Data extracted from a collection
BEGIN
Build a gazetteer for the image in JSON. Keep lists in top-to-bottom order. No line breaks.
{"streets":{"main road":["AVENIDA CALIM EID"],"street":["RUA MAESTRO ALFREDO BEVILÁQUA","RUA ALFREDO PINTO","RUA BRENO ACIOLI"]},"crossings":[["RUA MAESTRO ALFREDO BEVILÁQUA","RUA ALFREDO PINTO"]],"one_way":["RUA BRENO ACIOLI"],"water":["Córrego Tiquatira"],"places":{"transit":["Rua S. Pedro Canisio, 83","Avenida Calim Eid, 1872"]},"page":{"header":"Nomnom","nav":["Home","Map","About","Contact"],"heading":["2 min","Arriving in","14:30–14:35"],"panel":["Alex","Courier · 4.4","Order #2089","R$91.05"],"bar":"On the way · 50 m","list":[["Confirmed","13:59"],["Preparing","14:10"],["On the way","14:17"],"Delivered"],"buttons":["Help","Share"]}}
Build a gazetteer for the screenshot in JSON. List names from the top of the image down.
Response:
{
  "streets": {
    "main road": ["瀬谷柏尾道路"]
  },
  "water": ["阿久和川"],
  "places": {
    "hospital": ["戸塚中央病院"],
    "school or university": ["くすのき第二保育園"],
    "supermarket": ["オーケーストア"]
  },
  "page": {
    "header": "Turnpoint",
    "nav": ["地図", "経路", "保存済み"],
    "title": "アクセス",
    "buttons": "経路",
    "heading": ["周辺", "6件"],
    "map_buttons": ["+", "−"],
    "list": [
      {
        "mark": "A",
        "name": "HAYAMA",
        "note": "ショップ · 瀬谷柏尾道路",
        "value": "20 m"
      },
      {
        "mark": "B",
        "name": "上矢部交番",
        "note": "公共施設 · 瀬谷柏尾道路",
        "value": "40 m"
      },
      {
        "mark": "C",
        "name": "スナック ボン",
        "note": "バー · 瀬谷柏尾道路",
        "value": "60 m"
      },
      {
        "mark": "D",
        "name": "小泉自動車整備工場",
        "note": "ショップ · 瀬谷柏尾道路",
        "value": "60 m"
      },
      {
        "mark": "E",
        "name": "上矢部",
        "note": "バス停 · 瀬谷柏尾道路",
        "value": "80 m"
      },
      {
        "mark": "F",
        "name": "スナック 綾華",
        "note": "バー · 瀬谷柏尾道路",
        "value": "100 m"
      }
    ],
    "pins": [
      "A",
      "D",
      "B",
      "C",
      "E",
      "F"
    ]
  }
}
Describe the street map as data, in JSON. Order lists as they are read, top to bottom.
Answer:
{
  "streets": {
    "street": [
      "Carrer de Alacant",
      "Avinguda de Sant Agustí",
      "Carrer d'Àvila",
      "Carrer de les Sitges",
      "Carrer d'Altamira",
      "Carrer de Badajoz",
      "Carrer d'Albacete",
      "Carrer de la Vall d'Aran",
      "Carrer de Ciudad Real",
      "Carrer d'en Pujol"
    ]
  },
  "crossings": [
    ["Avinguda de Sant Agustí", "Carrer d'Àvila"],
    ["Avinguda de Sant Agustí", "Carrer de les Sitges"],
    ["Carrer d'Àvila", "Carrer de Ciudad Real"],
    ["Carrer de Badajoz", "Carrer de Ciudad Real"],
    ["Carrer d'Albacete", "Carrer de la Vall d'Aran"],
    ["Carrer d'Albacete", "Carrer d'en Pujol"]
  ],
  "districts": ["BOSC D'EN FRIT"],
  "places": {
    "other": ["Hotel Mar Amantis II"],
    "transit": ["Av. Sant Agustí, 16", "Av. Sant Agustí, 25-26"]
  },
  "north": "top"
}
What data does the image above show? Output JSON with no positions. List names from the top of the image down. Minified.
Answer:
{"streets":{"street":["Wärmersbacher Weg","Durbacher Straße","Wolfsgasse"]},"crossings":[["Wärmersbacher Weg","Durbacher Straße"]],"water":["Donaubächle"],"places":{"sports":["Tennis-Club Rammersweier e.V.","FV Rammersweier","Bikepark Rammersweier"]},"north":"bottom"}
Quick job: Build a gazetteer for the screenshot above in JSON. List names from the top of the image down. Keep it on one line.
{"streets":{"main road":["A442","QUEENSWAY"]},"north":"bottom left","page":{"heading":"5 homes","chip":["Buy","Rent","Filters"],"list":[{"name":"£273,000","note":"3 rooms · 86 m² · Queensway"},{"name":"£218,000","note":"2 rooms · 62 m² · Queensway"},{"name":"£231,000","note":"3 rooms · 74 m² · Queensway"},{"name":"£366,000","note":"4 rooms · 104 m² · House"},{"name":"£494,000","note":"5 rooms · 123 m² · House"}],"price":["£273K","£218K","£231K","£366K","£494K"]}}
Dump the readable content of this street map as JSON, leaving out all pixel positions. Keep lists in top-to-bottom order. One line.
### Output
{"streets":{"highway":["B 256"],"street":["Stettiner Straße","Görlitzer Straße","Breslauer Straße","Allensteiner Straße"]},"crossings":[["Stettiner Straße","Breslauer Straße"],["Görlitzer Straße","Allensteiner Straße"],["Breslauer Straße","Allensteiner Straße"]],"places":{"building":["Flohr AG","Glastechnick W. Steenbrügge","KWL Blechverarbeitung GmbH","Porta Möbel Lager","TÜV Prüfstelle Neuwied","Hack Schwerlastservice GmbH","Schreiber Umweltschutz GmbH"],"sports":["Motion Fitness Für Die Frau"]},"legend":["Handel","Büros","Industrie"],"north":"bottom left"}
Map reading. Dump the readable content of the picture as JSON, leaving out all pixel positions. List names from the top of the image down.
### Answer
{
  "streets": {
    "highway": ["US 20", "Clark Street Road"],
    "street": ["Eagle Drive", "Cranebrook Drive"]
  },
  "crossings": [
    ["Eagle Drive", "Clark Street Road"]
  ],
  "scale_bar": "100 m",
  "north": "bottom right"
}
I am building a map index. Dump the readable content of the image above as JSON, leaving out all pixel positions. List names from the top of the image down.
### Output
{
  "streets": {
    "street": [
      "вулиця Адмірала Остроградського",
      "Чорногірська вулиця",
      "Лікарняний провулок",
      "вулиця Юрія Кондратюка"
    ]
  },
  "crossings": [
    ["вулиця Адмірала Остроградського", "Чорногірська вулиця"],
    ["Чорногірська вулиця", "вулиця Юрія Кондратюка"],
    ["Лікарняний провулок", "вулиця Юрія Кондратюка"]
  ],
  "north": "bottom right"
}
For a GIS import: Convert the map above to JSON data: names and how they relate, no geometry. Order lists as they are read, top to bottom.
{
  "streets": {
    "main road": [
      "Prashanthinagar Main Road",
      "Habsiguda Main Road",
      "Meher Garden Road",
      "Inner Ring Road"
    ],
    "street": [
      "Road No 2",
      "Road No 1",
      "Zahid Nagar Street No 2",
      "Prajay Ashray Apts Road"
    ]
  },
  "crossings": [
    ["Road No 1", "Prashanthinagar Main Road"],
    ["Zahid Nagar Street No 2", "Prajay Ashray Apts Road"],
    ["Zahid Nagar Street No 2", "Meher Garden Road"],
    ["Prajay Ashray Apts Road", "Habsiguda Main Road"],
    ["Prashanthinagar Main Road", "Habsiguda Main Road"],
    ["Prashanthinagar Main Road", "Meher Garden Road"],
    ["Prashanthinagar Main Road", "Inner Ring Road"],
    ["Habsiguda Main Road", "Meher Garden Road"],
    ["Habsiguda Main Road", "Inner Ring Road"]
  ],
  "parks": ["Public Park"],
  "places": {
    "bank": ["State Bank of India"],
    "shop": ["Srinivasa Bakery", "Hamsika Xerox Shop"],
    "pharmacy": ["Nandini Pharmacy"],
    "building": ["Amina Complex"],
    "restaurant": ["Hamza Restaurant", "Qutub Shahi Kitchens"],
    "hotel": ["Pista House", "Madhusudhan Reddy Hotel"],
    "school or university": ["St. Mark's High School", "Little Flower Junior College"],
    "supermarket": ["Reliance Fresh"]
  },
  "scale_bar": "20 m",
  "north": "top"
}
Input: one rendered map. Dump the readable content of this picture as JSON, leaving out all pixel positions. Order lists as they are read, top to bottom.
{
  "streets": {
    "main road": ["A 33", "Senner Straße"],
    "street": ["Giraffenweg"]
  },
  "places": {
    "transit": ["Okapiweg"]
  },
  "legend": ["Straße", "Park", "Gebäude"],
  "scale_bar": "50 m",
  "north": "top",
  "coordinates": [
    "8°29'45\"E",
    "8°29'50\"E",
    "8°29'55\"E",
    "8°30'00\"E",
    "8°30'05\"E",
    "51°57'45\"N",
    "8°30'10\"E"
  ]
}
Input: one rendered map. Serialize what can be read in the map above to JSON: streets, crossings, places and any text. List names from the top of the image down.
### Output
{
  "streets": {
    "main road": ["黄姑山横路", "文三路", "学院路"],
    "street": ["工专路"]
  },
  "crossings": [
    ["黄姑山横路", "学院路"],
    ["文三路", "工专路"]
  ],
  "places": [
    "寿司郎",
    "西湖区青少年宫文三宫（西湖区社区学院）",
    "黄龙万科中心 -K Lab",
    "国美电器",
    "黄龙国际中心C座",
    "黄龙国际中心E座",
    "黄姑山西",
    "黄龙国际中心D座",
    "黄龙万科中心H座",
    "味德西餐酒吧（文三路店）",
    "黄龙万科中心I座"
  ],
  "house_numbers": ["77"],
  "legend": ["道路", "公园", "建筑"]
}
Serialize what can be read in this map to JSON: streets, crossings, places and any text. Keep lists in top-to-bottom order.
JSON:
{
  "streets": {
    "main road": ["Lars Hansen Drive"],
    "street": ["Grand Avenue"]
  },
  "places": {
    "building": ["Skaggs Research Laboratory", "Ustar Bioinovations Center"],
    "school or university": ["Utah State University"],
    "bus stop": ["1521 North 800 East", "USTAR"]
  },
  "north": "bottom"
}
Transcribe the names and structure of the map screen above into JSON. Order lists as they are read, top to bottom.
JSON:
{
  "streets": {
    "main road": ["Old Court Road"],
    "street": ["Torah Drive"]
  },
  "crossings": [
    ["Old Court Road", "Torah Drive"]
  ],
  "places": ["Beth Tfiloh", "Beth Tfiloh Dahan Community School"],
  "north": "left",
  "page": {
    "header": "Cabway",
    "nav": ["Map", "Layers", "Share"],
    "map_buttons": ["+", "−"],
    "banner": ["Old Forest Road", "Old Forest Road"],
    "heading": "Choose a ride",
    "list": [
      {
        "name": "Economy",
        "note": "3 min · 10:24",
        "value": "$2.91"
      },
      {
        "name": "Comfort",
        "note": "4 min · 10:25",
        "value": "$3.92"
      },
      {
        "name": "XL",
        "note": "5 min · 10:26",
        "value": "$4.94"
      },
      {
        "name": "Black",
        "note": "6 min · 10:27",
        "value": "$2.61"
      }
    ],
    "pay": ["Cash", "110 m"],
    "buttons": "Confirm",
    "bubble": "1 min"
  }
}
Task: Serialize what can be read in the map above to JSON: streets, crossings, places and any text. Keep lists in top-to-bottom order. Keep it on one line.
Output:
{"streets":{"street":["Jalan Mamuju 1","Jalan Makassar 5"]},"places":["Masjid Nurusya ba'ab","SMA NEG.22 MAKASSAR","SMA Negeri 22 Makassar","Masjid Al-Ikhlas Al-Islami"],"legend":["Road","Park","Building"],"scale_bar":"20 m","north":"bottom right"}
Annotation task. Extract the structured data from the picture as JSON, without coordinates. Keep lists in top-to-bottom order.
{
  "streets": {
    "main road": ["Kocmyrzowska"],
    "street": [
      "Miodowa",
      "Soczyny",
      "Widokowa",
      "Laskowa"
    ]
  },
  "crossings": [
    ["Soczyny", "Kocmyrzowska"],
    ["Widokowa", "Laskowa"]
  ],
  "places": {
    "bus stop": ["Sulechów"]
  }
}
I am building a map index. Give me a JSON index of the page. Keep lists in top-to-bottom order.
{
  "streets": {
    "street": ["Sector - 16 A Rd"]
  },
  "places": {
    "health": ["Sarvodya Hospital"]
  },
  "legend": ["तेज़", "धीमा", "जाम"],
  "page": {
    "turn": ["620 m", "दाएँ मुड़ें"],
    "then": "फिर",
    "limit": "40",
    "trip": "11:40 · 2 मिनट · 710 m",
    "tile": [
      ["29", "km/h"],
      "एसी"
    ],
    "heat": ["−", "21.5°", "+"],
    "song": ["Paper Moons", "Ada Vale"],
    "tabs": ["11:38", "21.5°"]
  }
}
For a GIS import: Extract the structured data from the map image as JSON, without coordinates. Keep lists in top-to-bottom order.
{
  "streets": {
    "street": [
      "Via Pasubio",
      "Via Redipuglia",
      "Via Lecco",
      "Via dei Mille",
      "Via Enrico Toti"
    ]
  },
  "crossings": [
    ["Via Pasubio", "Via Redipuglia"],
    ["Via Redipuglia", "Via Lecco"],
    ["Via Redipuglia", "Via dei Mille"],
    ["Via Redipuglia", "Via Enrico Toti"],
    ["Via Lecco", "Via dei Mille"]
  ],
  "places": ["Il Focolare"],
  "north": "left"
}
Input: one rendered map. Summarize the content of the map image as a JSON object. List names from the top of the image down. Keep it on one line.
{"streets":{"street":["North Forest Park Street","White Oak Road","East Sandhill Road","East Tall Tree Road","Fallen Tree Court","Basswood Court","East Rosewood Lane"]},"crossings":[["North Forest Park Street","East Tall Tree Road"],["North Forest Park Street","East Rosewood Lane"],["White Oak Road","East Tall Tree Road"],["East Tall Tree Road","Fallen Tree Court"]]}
END
• **Your goal**: Return the line that contains "Input: one rendered map. Summarize", along with every line after it in the data above, exactly and with nothing else.

• **Response area**:
Input: one rendered map. Summarize the content of the map image as a JSON object. List names from the top of the image down. Keep it on one line.
{"streets":{"street":["North Forest Park Street","White Oak Road","East Sandhill Road","East Tall Tree Road","Fallen Tree Court","Basswood Court","East Rosewood Lane"]},"crossings":[["North Forest Park Street","East Tall Tree Road"],["North Forest Park Street","East Rosewood Lane"],["White Oak Road","East Tall Tree Road"],["East Tall Tree Road","Fallen Tree Court"]]}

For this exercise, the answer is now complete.